Wary parents have mixed feelings about schools reopening
Nono Likhoeli said rushing her 8-year-old daughter back to school while Covid-19 infections are increasing daily would be irresponsible.
“The virus supposedly thrives in winter, so why reopen schools at the beginning of one of the coldest months of the year?” she asked.
“I also understand that we’ve never dealt with anything of this magnitude, so the schools can’t possibly be prepared either.”
While admitting to being frustrated with home-schooling her daughter, who is in Grade 2, Likhoeli said she’d rather continue with it than send her back to school next month.
“I’d need to know how well prepared her school is and that will require a meeting with the principal, teachers and other parents to find out what measures the school has put in place.
“There are 36 learners in a class. I’m worried about how social distancing will be applied to 36 8-year-olds.”
Fathers Doctor Khumalo and Sinaye Mdaka said their children would not be going back to school this year while the country battled the Covid-19 pandemic.
“It’s one of those tough decisions, but I guess she will have to lose this academic year because I won’t sacrifice my child for the sake of a government’s pilot project,” said Khumalo, while Mdaka suggested that classrooms should rather be converted into quarantine wards and only be reopened for schooling next year.
“I will not take the gamble. At my daughter’s age, there won’t be any social distancing among her peers and I believe that they will also share food and masks, leading to infections spreading fast among them. Children can make up for a missed grade,” added Mdaka.
However, some parents said they were ready for their children to return to school and continue with this year’s curriculum.
Themba Gasela, a father of two from Joburg, was confident that his children, who are in Grade 7 and Grade 5, have nothing to fear.
“My belief is that this virus has been blown way out of proportion.

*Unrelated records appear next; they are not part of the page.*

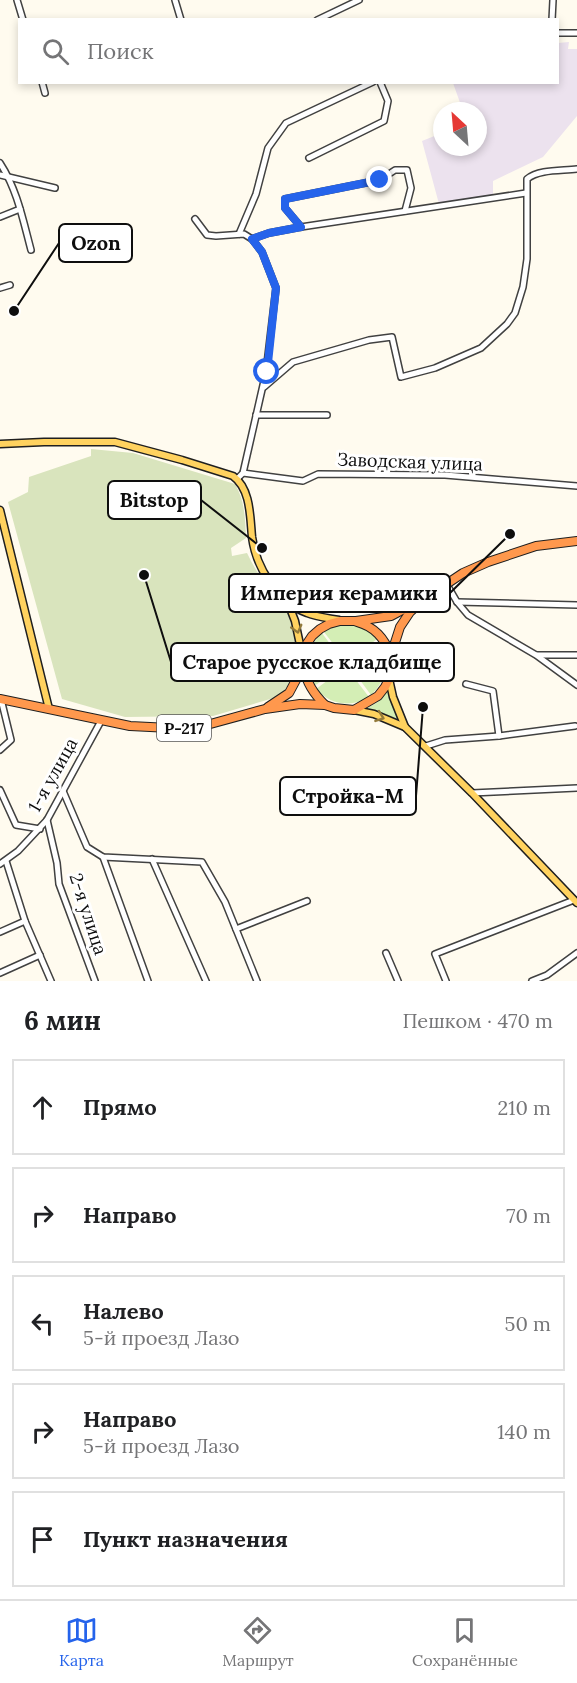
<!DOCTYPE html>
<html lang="ru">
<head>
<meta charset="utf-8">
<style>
  :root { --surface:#fff; --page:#f2f2f2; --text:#202124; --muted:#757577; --line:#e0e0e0; --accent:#2563eb }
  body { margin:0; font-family:Lora,serif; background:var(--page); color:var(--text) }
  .compass { position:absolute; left:433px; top:102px; width:54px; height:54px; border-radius:50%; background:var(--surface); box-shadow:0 3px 9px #0003; rotate:334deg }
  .stop { position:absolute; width:18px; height:18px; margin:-14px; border:4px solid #2563eb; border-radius:50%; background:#fff }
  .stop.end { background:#2563eb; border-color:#fff; box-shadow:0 2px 6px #0008 }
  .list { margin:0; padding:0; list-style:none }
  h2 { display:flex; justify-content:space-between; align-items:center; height:78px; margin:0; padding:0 24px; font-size:26px }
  h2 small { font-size:20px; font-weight:400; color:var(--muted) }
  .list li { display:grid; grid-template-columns:39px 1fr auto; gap:18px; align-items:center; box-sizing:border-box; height:96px; margin:0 12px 12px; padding:0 12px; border:2px solid var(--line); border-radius:0px }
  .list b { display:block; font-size:22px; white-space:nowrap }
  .list p { margin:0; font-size:20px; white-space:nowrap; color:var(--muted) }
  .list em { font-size:20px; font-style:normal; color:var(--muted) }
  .icon { flex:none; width:33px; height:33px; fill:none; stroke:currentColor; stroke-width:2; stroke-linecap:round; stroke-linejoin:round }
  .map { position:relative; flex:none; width:577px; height:981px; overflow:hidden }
  .search { position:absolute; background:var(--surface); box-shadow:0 3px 9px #0003; left:18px; right:18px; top:18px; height:66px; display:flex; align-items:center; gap:15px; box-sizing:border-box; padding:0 21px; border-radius:0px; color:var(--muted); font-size:22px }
  .sheet { height:618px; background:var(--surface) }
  nav { display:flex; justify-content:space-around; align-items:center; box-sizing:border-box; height:84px; border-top:2px solid var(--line); background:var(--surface); font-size:16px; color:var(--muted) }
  nav a { display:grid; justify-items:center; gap:3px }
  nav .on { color:var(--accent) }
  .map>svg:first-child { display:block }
  .industrial { fill:#ece2ee }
  .green { fill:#d4eeb5 }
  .cemetery { fill:#d9e4bd }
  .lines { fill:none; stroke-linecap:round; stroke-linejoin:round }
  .minor-casing { stroke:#414141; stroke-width:8 }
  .major-casing { stroke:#1f1f1f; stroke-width:9 }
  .highway-casing { stroke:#1f1f1f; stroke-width:10 }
  .minor { stroke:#fff; stroke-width:5 }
  .major { stroke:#ffd25f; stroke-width:6 }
  .highway { stroke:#ff984d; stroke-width:8 }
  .oneway { stroke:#937a3b }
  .route { stroke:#2563eb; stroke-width:8 }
  .labels { text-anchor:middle; stroke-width:6; stroke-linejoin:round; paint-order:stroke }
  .shield { fill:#fff; stroke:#565656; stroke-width:1.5 }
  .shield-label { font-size:16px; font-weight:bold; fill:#0e0e0e }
  .street-label { font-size:18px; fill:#0e0e0e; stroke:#fff }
  .leader { fill:none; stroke:#0e0e0e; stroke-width:2 }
  .callout-dot { fill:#0e0e0e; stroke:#fff; stroke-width:2 }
  .callout { fill:#fff; stroke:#0e0e0e; stroke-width:2 }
  .callout-label { font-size:20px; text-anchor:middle; font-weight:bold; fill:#0e0e0e }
</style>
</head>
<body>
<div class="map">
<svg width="577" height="981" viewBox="0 0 577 981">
  <rect width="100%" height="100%" fill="#fffbef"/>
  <polygon class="industrial" points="569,42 568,49 577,49 577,116 543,157 493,181 493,195 439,204 422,141 442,133 442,147 478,147 478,111 463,111 453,83 558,82 558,43"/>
  <g class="green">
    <path d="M 345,624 C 358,625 368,629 377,639 L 355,656 L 348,653 L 341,654 L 324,632 L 331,628 Z"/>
    <path d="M 322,633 L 339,656 L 335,662 L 337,671 L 314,686 C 303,667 306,648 322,633 Z"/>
    <path d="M 379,642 C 390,661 387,680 371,695 L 354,672 L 358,666 L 357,658 Z"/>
    <path d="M 339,672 L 345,676 L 352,675 L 369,697 C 350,708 331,705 316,689 Z"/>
    <polygon points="389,687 391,701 398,718 397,720 383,714 364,710 378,702"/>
  </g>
  <path class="cemetery" d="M 91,449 L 133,453 L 235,484 C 245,501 245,518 246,538 L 231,548 L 232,556 L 247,553 C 253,566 261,578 269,589 C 275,596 282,603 287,611 C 292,621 294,631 295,642 C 296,664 296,683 277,697 L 213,716 L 125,717 L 62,699 L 8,502 L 28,492 L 29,477 L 91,456 Z"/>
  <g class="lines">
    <g class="minor-casing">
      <g id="minor">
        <polyline points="17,0 23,20"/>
        <polyline points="175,0 181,20"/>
        <polyline points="317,20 359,0"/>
        <polyline points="552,20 553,0"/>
        <polyline points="558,33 577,33"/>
        <polyline points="42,82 45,93"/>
        <polyline points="309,158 384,121 388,101 380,82"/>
        <path d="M 0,163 C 17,189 23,220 31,250"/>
        <polyline points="0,175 55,188"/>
        <polyline points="0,217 20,209"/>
        <polyline points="195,219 207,235 216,236 244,234 252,239 262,252 276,288 266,372 243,473 237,479"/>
        <polyline points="301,227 285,208 285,199 380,180 395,170 407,170 411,188 405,211"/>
        <polyline points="239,234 256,194 268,148 286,123 373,82"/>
        <polyline points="252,239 269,233 301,227 526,193"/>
        <polyline points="0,288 10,285"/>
        <path d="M 264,387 L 293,362 L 369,340 L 392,337 L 401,377 L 435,368 L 481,348 L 507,324 L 515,313 L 523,287 L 527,259 L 527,179 C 539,169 562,171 577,169"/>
        <polyline points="256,415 327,415"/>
        <polyline points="243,473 303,481 318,474 445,475 577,486"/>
        <polyline points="446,583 457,602 468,615 536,655 577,685"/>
        <polyline points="457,602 577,605"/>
        <polyline points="537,655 577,655"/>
        <polyline points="466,684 493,691 499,736"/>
        <polyline points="426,746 445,740 499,736 575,726"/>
        <polyline points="0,750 11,740 1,699"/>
        <polyline points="0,790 16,825 40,829"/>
        <polyline points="63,791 87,847 103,857 202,862 225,902 257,981"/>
        <polyline points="472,793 577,788"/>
        <polyline points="47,820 57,863 59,884 95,981"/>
        <polyline points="103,857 148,981"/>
        <polyline points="152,859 206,981"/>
        <polyline points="6,861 25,921 51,981"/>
        <polyline points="0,864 18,851 47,820 101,721"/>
        <polyline points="236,929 307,901"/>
        <polyline points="0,932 25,921"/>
        <polyline points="386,953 398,981"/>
        <polyline points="0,973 40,955"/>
        <polyline points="446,981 435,954 574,900"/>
        <polyline points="532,981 547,975 577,953"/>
      </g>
    </g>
    <g class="major-casing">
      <g id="major">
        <path d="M 0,444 L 44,442 L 115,442 L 182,460 L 233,476 C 251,489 250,517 252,537 C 256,567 277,602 307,613 C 316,617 328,618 339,620"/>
        <polyline points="0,510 49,709"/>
        <polyline points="288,603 295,621 302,654"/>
        <polyline points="389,679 393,697 405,727"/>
        <polyline points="354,710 374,714 405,727 472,793 577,903"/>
      </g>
    </g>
    <g class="highway-casing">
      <g id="highway">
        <path d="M 357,622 C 375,627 384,638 391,655"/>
        <path d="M 303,667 C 307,683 313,693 325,705"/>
        <polyline points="0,699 130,726 170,728 203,726 265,709 300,704 325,705 334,708 354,710 378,696 385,687 389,679 391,655 400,627 410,612 424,599 463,573 488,562 536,546 577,541"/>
        <polyline points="268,707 289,693 303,667 303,656 306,645 312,636 320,629 329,624 340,621 356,621 391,616 417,602"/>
      </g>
    </g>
    <use href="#minor" class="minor"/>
    <use href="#major" class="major"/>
    <use href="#highway" class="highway"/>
  </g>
  <defs><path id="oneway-chevron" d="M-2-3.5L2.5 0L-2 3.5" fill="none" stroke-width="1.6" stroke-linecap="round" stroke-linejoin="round" transform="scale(1.5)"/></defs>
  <g class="oneway">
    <use href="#oneway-chevron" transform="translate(297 629) rotate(75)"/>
    <use href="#oneway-chevron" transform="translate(380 717) rotate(20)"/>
  </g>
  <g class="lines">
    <polyline class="route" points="267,372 276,288 262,252 252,239 269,233 301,227 285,208 285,199 380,180"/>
  </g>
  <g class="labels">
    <rect class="shield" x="157" y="715" width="54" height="26" rx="4.5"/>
    <g class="shield-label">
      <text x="184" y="734">Р-217</text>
    </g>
    <g class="street-label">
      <text transform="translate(410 462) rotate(2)" y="6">Заводская улица</text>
      <text transform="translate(53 775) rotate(-61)" y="6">1-я улица</text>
      <text transform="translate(88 914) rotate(72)" y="6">2-я улица</text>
    </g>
  </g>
  <path class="leader" d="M14 311L59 243M262 548L201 500M510 534L450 593M144 575L171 662M423 707L416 796"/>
  <g class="callout-dot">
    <circle cx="14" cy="311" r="6"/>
    <circle cx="262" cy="548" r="6"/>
    <circle cx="510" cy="534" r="6"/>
    <circle cx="144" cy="575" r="6"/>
    <circle cx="423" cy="707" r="6"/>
  </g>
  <g class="callout">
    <rect x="59" y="224" width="73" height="38" rx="6"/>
    <rect x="108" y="481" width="93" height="38" rx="6"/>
    <rect x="229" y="574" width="221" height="38" rx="6"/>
    <rect x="171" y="643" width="283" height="38" rx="6"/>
    <rect x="280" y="777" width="136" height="38" rx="6"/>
  </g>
  <g class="callout-label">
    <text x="96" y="250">Ozon</text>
    <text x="154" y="507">Bitstop</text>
    <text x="339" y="600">Империя керамики</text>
    <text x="312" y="669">Старое русское кладбище</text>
    <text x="348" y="803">Стройка-М</text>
  </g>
</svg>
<svg class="compass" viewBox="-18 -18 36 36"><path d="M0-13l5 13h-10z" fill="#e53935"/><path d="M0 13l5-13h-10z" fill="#757577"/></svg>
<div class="stop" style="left:267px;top:372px"></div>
<div class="stop end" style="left:380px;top:180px"></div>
<div class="search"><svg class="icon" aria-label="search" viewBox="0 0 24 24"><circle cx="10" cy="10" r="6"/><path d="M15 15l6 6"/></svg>Поиск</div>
</div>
<section class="sheet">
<h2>6 мин<small>Пешком · 470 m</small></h2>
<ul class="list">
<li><svg class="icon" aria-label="ahead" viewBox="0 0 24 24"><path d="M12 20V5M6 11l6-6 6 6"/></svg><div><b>Прямо</b></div><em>210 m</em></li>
<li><svg class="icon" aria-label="right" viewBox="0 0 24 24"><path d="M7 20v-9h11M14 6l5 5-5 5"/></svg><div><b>Направо</b></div><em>70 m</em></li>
<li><svg class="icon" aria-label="left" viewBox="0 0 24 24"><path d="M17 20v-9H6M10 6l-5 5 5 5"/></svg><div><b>Налево</b><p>5-й проезд Лазо</p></div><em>50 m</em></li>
<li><svg class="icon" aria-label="right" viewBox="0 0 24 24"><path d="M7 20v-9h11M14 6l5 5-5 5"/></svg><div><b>Направо</b><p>5-й проезд Лазо</p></div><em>140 m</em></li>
<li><svg class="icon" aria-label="arrive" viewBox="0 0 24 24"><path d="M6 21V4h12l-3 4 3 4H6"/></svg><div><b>Пункт назначения</b></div></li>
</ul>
</section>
<nav>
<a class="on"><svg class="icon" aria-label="map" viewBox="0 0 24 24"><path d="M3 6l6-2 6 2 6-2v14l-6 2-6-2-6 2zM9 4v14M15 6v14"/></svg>Карта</a>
<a><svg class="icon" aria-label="directions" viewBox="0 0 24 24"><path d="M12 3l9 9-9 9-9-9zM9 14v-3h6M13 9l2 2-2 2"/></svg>Маршрут</a>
<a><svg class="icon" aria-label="saved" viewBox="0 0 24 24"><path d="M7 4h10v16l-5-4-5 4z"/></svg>Сохранённые</a>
</nav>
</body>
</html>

“Sure, there are many fatalities across the world with the number sitting at over 300 000, but when you consider that over 200 000 people die daily from various causes, then you get a sense of why I say it’s exaggerated.”
Also, he said data was available to show that Covid-19 fatalities were largely among the elderly and sickly.
“It is because of these reasons that I am okay with sending my children back to school.
“The worldwide media focus on this virus is what causes the fear, but in truth less than 5% of infections end up in death.”
Jane Peterson, a mother of twins from Joburg North, believes her sons, who are in Grade 10, will return to school.
“I have no intentions of home-schooling the twins and, although the school has offered some support, I really think they need to return to school.
“Proper measures have been put in place and I believe every parent has done their best to educate their little ones. Life has to go back to normal some day,” she said.
Phyllis Ramafoko’s main worry is whether the backlog will be covered with the same professionalism and care.
“I don’t mind their return. I just need to make sure she has her sanitisers and mask at all times when she leaves home and if each class will have its own protective equipment, like how it’s done in shops.
“I am confident that classes can resume and be back to normal,” said the mother of a Grade 11 pupil.